**Required action**
Search the data for the word "list" and copy every line that contains it.

Saved data entries:
----

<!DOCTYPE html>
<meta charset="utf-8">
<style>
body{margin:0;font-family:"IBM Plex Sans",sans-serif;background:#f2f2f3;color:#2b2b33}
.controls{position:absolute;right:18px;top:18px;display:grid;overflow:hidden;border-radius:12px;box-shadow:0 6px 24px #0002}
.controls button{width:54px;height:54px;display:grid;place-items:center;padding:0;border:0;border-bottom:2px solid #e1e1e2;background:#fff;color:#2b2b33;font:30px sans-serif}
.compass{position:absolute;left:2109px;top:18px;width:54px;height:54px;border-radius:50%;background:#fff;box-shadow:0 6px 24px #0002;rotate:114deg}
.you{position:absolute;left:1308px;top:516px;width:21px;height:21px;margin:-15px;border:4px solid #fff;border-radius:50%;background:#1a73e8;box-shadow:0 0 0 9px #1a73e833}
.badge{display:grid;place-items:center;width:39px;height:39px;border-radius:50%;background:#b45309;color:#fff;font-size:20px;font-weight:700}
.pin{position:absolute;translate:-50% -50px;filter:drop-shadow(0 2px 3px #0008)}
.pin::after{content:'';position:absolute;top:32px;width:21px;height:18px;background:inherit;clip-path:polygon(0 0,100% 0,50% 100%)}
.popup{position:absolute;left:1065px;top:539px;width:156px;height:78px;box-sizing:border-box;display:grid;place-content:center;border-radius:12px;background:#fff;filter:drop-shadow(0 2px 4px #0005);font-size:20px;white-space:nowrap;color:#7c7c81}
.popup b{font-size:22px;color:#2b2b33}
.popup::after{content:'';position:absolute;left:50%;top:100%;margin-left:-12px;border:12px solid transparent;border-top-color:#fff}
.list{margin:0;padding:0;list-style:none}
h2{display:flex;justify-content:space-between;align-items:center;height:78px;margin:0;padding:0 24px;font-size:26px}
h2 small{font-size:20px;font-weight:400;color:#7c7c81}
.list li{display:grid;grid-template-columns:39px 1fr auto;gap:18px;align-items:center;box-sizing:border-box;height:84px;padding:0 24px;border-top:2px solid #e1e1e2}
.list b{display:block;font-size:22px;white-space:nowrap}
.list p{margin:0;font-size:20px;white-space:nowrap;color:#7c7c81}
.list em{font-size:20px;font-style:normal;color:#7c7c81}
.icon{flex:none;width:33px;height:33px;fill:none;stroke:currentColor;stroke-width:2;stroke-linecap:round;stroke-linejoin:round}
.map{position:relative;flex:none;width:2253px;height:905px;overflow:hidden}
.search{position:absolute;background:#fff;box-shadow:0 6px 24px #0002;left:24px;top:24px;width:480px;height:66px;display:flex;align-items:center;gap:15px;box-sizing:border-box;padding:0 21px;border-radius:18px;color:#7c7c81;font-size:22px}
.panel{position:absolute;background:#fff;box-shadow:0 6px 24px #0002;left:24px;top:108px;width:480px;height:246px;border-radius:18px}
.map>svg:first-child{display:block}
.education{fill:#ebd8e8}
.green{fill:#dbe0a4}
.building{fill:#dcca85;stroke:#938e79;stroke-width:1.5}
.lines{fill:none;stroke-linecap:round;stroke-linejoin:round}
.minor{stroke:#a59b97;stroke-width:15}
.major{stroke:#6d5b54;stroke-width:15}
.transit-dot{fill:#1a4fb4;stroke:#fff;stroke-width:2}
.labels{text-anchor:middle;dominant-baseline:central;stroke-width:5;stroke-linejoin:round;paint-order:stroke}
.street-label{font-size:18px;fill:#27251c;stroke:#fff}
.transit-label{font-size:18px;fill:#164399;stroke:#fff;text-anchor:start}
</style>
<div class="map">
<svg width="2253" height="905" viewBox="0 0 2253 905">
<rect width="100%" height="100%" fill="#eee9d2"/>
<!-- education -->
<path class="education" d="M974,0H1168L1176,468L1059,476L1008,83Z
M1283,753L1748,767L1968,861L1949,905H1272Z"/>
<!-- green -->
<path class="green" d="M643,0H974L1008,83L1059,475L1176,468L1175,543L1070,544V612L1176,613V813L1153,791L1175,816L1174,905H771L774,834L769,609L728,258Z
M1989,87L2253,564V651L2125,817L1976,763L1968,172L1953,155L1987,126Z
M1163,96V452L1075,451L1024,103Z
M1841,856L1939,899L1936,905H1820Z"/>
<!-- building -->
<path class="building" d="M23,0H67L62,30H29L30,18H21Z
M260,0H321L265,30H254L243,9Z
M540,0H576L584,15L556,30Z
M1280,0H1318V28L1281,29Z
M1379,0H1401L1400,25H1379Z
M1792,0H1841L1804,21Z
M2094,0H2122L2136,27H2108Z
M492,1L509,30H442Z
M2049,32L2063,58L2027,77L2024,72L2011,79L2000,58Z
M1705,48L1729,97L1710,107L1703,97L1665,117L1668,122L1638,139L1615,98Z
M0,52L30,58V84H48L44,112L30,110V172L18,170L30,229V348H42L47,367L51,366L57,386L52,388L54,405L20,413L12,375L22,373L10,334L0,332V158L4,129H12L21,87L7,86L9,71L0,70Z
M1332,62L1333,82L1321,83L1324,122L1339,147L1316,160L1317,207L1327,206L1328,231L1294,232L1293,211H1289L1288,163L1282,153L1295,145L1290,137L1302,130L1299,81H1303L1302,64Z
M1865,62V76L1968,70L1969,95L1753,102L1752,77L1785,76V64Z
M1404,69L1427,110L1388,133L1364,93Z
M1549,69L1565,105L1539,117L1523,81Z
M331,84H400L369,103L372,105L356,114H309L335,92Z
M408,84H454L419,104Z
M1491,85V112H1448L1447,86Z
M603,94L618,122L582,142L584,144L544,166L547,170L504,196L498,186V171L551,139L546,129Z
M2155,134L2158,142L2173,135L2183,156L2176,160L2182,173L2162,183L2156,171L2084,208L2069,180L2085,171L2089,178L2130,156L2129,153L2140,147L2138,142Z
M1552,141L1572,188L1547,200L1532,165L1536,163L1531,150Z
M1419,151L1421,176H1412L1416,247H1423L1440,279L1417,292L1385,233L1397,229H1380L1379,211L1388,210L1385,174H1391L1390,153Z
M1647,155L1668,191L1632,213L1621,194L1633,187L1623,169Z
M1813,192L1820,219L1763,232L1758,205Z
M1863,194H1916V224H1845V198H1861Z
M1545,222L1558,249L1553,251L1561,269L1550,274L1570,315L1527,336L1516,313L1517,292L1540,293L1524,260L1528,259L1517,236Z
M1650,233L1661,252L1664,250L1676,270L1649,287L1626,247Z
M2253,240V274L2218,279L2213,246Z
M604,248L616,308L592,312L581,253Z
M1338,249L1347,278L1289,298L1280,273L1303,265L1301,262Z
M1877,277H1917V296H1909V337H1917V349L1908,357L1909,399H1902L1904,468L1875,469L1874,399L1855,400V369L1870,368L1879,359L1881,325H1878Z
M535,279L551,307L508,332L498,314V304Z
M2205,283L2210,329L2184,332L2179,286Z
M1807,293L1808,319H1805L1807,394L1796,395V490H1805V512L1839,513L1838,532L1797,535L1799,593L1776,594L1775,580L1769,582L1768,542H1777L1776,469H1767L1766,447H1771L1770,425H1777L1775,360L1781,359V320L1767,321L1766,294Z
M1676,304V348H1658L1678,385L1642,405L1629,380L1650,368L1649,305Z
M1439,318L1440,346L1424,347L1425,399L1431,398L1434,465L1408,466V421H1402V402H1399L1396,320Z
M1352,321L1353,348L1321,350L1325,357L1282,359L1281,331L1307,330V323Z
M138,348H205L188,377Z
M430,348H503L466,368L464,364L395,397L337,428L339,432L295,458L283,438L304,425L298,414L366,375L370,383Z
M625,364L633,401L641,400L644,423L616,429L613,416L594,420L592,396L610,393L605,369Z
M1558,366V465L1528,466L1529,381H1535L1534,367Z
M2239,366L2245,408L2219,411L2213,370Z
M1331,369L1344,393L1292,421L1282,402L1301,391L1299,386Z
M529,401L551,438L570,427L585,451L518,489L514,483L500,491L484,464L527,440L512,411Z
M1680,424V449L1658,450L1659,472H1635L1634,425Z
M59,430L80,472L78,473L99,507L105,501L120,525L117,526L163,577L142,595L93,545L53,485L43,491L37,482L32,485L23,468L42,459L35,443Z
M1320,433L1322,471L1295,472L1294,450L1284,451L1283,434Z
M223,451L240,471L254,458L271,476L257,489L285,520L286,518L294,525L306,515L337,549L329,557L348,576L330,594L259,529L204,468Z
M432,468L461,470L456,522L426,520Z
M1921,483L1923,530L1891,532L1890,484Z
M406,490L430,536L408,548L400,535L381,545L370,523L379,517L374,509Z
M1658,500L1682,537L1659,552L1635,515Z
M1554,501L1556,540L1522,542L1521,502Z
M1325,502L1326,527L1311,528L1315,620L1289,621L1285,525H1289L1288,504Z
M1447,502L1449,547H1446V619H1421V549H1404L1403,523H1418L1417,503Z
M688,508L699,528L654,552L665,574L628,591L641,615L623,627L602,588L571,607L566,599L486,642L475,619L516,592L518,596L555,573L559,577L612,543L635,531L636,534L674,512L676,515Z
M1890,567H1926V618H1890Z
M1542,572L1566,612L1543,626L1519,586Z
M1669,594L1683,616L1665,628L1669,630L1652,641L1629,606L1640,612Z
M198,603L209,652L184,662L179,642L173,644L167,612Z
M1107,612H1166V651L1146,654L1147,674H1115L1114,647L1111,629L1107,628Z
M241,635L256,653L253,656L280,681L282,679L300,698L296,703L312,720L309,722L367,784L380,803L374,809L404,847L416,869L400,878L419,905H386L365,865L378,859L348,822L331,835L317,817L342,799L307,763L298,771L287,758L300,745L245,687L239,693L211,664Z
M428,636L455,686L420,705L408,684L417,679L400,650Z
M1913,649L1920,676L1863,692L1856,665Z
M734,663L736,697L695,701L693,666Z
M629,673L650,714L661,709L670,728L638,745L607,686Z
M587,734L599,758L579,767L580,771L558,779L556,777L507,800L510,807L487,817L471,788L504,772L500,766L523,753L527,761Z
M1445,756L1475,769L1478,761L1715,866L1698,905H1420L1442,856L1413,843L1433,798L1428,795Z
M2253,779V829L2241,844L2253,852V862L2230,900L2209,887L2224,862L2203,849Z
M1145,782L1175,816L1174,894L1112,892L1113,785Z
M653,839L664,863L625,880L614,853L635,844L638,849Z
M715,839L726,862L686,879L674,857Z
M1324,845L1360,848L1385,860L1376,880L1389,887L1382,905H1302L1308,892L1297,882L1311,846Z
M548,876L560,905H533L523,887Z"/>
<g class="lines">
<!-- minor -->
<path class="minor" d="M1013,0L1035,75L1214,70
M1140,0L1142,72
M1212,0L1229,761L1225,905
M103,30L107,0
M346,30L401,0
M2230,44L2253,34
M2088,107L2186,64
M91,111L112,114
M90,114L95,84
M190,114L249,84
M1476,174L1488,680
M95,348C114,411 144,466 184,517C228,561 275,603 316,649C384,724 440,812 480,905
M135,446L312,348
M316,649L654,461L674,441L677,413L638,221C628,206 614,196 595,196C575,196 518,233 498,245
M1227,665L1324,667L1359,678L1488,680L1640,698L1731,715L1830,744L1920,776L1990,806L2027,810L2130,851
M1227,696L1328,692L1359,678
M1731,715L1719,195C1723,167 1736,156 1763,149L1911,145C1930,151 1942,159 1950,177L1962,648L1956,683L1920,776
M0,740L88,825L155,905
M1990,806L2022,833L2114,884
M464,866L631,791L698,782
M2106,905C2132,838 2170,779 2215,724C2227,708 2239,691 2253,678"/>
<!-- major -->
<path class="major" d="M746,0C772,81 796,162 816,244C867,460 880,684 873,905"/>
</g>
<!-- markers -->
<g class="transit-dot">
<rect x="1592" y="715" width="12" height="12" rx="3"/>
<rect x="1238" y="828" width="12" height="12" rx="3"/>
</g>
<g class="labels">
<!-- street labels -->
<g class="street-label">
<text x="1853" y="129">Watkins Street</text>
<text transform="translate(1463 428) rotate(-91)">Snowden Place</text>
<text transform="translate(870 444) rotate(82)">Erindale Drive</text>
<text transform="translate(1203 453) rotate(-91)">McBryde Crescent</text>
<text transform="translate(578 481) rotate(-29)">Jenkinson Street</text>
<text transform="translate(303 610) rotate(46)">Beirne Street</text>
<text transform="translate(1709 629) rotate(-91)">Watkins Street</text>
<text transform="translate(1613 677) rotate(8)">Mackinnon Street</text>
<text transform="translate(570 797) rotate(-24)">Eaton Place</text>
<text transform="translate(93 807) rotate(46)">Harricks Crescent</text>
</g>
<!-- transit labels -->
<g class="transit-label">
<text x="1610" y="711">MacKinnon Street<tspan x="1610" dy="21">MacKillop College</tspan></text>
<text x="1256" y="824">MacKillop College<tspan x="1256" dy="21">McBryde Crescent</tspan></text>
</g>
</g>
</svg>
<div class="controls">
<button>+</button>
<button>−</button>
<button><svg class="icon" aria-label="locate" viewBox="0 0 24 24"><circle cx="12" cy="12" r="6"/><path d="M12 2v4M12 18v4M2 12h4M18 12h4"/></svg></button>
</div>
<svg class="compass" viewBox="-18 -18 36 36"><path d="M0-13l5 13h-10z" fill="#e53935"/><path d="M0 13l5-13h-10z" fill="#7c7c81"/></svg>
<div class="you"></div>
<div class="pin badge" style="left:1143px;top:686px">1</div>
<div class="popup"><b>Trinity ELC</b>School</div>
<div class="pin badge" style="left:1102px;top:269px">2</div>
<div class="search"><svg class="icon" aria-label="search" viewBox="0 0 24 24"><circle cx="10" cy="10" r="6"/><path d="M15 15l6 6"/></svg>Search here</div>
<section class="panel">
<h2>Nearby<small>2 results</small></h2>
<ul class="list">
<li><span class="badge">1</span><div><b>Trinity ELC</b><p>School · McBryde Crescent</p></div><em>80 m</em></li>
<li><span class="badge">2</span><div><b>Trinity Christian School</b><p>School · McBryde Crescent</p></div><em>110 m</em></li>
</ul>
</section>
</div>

----

**Result for this exercise**
.list{margin:0;padding:0;list-style:none}
.list li{display:grid;grid-template-columns:39px 1fr auto;gap:18px;align-items:center;box-sizing:border-box;height:84px;padding:0 24px;border-top:2px solid #e1e1e2}
.list b{display:block;font-size:22px;white-space:nowrap}
.list p{margin:0;font-size:20px;white-space:nowrap;color:#7c7c81}
.list em{font-size:20px;font-style:normal;color:#7c7c81}
<ul class="list">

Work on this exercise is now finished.